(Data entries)

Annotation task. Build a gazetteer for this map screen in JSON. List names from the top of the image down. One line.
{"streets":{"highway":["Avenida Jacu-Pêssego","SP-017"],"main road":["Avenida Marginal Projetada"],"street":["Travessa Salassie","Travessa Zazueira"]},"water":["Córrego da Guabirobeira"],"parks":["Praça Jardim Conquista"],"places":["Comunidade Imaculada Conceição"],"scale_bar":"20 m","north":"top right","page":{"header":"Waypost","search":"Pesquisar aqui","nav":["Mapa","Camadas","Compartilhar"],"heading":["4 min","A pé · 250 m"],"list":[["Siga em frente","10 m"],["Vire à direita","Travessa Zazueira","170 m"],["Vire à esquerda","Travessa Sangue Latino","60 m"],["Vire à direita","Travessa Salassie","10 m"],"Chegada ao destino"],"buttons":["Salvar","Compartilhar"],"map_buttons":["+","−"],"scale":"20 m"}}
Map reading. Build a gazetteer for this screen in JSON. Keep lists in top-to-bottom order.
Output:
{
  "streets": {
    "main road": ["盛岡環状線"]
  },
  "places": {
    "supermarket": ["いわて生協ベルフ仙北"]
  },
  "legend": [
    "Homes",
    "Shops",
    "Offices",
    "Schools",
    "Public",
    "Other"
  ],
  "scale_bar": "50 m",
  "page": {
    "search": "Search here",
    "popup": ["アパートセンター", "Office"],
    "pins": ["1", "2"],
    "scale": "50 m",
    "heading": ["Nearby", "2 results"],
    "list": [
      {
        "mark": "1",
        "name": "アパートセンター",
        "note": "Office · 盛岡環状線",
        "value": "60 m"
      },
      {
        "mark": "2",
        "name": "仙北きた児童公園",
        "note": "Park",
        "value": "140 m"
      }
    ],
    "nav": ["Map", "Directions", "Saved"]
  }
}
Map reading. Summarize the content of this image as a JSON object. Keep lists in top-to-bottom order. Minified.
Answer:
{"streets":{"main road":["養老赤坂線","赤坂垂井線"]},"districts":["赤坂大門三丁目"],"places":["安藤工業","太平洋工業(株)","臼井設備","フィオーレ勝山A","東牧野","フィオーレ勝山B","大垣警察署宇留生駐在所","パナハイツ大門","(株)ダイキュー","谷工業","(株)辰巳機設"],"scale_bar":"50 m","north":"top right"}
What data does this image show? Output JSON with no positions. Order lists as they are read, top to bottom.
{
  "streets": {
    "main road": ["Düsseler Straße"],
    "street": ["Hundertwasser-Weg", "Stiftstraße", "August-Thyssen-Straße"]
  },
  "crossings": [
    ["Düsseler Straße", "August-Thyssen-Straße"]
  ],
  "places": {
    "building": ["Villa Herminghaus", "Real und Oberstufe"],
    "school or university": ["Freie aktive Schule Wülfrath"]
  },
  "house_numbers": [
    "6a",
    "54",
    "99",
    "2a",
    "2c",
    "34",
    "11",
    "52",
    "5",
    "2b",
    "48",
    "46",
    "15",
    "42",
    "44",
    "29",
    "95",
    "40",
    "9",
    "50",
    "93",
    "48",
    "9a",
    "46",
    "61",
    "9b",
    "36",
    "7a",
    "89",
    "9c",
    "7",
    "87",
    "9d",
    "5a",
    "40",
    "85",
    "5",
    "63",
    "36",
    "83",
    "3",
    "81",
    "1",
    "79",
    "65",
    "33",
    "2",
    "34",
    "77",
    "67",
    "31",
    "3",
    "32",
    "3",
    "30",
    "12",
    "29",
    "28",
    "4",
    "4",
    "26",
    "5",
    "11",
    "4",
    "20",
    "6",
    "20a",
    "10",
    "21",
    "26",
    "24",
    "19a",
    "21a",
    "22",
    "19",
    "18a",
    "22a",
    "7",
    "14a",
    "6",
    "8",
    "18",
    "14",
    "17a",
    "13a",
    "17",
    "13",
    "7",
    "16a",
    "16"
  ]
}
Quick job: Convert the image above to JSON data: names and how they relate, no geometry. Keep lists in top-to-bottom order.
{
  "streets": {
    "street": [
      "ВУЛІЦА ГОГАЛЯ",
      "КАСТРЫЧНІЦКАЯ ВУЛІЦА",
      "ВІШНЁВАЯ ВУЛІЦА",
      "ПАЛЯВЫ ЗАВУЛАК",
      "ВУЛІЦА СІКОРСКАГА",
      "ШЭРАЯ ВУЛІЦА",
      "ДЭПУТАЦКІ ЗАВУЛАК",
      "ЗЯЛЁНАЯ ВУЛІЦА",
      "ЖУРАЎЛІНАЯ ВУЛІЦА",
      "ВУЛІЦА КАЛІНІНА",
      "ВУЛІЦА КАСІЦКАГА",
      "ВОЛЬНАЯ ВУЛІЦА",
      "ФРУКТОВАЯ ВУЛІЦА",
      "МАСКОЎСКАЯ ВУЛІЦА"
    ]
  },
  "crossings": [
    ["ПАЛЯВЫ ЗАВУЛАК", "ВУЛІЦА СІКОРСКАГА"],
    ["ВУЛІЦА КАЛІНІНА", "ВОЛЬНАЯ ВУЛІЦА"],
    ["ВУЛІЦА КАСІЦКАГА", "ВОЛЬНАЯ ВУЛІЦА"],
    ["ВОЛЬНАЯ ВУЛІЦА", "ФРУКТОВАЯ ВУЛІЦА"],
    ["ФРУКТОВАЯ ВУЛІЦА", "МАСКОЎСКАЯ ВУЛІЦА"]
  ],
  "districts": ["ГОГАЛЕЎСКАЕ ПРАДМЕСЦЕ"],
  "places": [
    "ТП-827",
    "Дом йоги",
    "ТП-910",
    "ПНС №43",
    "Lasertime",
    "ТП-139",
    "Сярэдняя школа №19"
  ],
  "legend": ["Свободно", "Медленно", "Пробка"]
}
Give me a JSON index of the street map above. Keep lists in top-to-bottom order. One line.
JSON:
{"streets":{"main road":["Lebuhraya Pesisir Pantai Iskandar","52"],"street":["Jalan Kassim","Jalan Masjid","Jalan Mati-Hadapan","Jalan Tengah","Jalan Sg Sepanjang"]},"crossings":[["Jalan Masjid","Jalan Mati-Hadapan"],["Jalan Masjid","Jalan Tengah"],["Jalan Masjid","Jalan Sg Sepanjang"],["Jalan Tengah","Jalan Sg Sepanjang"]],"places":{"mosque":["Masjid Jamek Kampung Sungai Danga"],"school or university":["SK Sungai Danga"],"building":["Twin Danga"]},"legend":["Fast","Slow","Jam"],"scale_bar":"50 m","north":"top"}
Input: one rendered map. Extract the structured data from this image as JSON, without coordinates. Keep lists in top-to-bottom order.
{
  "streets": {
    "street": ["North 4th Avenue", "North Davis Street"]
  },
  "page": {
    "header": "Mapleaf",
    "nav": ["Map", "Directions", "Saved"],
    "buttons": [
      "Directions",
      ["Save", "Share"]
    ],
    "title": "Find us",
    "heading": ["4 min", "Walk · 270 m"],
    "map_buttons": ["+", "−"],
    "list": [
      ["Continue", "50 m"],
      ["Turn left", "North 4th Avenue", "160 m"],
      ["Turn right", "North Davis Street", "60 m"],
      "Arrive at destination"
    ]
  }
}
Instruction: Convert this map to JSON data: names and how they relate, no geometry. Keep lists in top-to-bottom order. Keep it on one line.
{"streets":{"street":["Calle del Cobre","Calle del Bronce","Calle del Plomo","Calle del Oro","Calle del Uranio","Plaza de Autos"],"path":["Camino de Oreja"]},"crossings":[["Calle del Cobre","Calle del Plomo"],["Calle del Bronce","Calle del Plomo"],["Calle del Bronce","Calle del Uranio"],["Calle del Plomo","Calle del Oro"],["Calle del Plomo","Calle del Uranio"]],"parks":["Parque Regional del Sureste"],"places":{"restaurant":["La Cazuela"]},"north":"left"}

Problem to solve>
Each entry above is to be written out exactly.

The answer>
Annotation task. Build a gazetteer for this map screen in JSON. List names from the top of the image down. One line.
{"streets":{"highway":["Avenida Jacu-Pêssego","SP-017"],"main road":["Avenida Marginal Projetada"],"street":["Travessa Salassie","Travessa Zazueira"]},"water":["Córrego da Guabirobeira"],"parks":["Praça Jardim Conquista"],"places":["Comunidade Imaculada Conceição"],"scale_bar":"20 m","north":"top right","page":{"header":"Waypost","search":"Pesquisar aqui","nav":["Mapa","Camadas","Compartilhar"],"heading":["4 min","A pé · 250 m"],"list":[["Siga em frente","10 m"],["Vire à direita","Travessa Zazueira","170 m"],["Vire à esquerda","Travessa Sangue Latino","60 m"],["Vire à direita","Travessa Salassie","10 m"],"Chegada ao destino"],"buttons":["Salvar","Compartilhar"],"map_buttons":["+","−"],"scale":"20 m"}}
Map reading. Build a gazetteer for this screen in JSON. Keep lists in top-to-bottom order.
Output:
{
  "streets": {
    "main road": ["盛岡環状線"]
  },
  "places": {
    "supermarket": ["いわて生協ベルフ仙北"]
  },
  "legend": [
    "Homes",
    "Shops",
    "Offices",
    "Schools",
    "Public",
    "Other"
  ],
  "scale_bar": "50 m",
  "page": {
    "search": "Search here",
    "popup": ["アパートセンター", "Office"],
    "pins": ["1", "2"],
    "scale": "50 m",
    "heading": ["Nearby", "2 results"],
    "list": [
      {
        "mark": "1",
        "name": "アパートセンター",
        "note": "Office · 盛岡環状線",
        "value": "60 m"
      },
      {
        "mark": "2",
        "name": "仙北きた児童公園",
        "note": "Park",
        "value": "140 m"
      }
    ],
    "nav": ["Map", "Directions", "Saved"]
  }
}
Map reading. Summarize the content of this image as a JSON object. Keep lists in top-to-bottom order. Minified.
Answer:
{"streets":{"main road":["養老赤坂線","赤坂垂井線"]},"districts":["赤坂大門三丁目"],"places":["安藤工業","太平洋工業(株)","臼井設備","フィオーレ勝山A","東牧野","フィオーレ勝山B","大垣警察署宇留生駐在所","パナハイツ大門","(株)ダイキュー","谷工業","(株)辰巳機設"],"scale_bar":"50 m","north":"top right"}
What data does this image show? Output JSON with no positions. Order lists as they are read, top to bottom.
{
  "streets": {
    "main road": ["Düsseler Straße"],
    "street": ["Hundertwasser-Weg", "Stiftstraße", "August-Thyssen-Straße"]
  },
  "crossings": [
    ["Düsseler Straße", "August-Thyssen-Straße"]
  ],
  "places": {
    "building": ["Villa Herminghaus", "Real und Oberstufe"],
    "school or university": ["Freie aktive Schule Wülfrath"]
  },
  "house_numbers": [
    "6a",
    "54",
    "99",
    "2a",
    "2c",
    "34",
    "11",
    "52",
    "5",
    "2b",
    "48",
    "46",
    "15",
    "42",
    "44",
    "29",
    "95",
    "40",
    "9",
    "50",
    "93",
    "48",
    "9a",
    "46",
    "61",
    "9b",
    "36",
    "7a",
    "89",
    "9c",
    "7",
    "87",
    "9d",
    "5a",
    "40",
    "85",
    "5",
    "63",
    "36",
    "83",
    "3",
    "81",
    "1",
    "79",
    "65",
    "33",
    "2",
    "34",
    "77",
    "67",
    "31",
    "3",
    "32",
    "3",
    "30",
    "12",
    "29",
    "28",
    "4",
    "4",
    "26",
    "5",
    "11",
    "4",
    "20",
    "6",
    "20a",
    "10",
    "21",
    "26",
    "24",
    "19a",
    "21a",
    "22",
    "19",
    "18a",
    "22a",
    "7",
    "14a",
    "6",
    "8",
    "18",
    "14",
    "17a",
    "13a",
    "17",
    "13",
    "7",
    "16a",
    "16"
  ]
}
Quick job: Convert the image above to JSON data: names and how they relate, no geometry. Keep lists in top-to-bottom order.
{
  "streets": {
    "street": [
      "ВУЛІЦА ГОГАЛЯ",
      "КАСТРЫЧНІЦКАЯ ВУЛІЦА",
      "ВІШНЁВАЯ ВУЛІЦА",
      "ПАЛЯВЫ ЗАВУЛАК",
      "ВУЛІЦА СІКОРСКАГА",
      "ШЭРАЯ ВУЛІЦА",
      "ДЭПУТАЦКІ ЗАВУЛАК",
      "ЗЯЛЁНАЯ ВУЛІЦА",
      "ЖУРАЎЛІНАЯ ВУЛІЦА",
      "ВУЛІЦА КАЛІНІНА",
      "ВУЛІЦА КАСІЦКАГА",
      "ВОЛЬНАЯ ВУЛІЦА",
      "ФРУКТОВАЯ ВУЛІЦА",
      "МАСКОЎСКАЯ ВУЛІЦА"
    ]
  },
  "crossings": [
    ["ПАЛЯВЫ ЗАВУЛАК", "ВУЛІЦА СІКОРСКАГА"],
    ["ВУЛІЦА КАЛІНІНА", "ВОЛЬНАЯ ВУЛІЦА"],
    ["ВУЛІЦА КАСІЦКАГА", "ВОЛЬНАЯ ВУЛІЦА"],
    ["ВОЛЬНАЯ ВУЛІЦА", "ФРУКТОВАЯ ВУЛІЦА"],
    ["ФРУКТОВАЯ ВУЛІЦА", "МАСКОЎСКАЯ ВУЛІЦА"]
  ],
  "districts": ["ГОГАЛЕЎСКАЕ ПРАДМЕСЦЕ"],
  "places": [
    "ТП-827",
    "Дом йоги",
    "ТП-910",
    "ПНС №43",
    "Lasertime",
    "ТП-139",
    "Сярэдняя школа №19"
  ],
  "legend": ["Свободно", "Медленно", "Пробка"]
}
Give me a JSON index of the street map above. Keep lists in top-to-bottom order. One line.
JSON:
{"streets":{"main road":["Lebuhraya Pesisir Pantai Iskandar","52"],"street":["Jalan Kassim","Jalan Masjid","Jalan Mati-Hadapan","Jalan Tengah","Jalan Sg Sepanjang"]},"crossings":[["Jalan Masjid","Jalan Mati-Hadapan"],["Jalan Masjid","Jalan Tengah"],["Jalan Masjid","Jalan Sg Sepanjang"],["Jalan Tengah","Jalan Sg Sepanjang"]],"places":{"mosque":["Masjid Jamek Kampung Sungai Danga"],"school or university":["SK Sungai Danga"],"building":["Twin Danga"]},"legend":["Fast","Slow","Jam"],"scale_bar":"50 m","north":"top"}
Input: one rendered map. Extract the structured data from this image as JSON, without coordinates. Keep lists in top-to-bottom order.
{
  "streets": {
    "street": ["North 4th Avenue", "North Davis Street"]
  },
  "page": {
    "header": "Mapleaf",
    "nav": ["Map", "Directions", "Saved"],
    "buttons": [
      "Directions",
      ["Save", "Share"]
    ],
    "title": "Find us",
    "heading": ["4 min", "Walk · 270 m"],
    "map_buttons": ["+", "−"],
    "list": [
      ["Continue", "50 m"],
      ["Turn left", "North 4th Avenue", "160 m"],
      ["Turn right", "North Davis Street", "60 m"],
      "Arrive at destination"
    ]
  }
}
Instruction: Convert this map to JSON data: names and how they relate, no geometry. Keep lists in top-to-bottom order. Keep it on one line.
{"streets":{"street":["Calle del Cobre","Calle del Bronce","Calle del Plomo","Calle del Oro","Calle del Uranio","Plaza de Autos"],"path":["Camino de Oreja"]},"crossings":[["Calle del Cobre","Calle del Plomo"],["Calle del Bronce","Calle del Plomo"],["Calle del Bronce","Calle del Uranio"],["Calle del Plomo","Calle del Oro"],["Calle del Plomo","Calle del Uranio"]],"parks":["Parque Regional del Sureste"],"places":{"restaurant":["La Cazuela"]},"north":"left"}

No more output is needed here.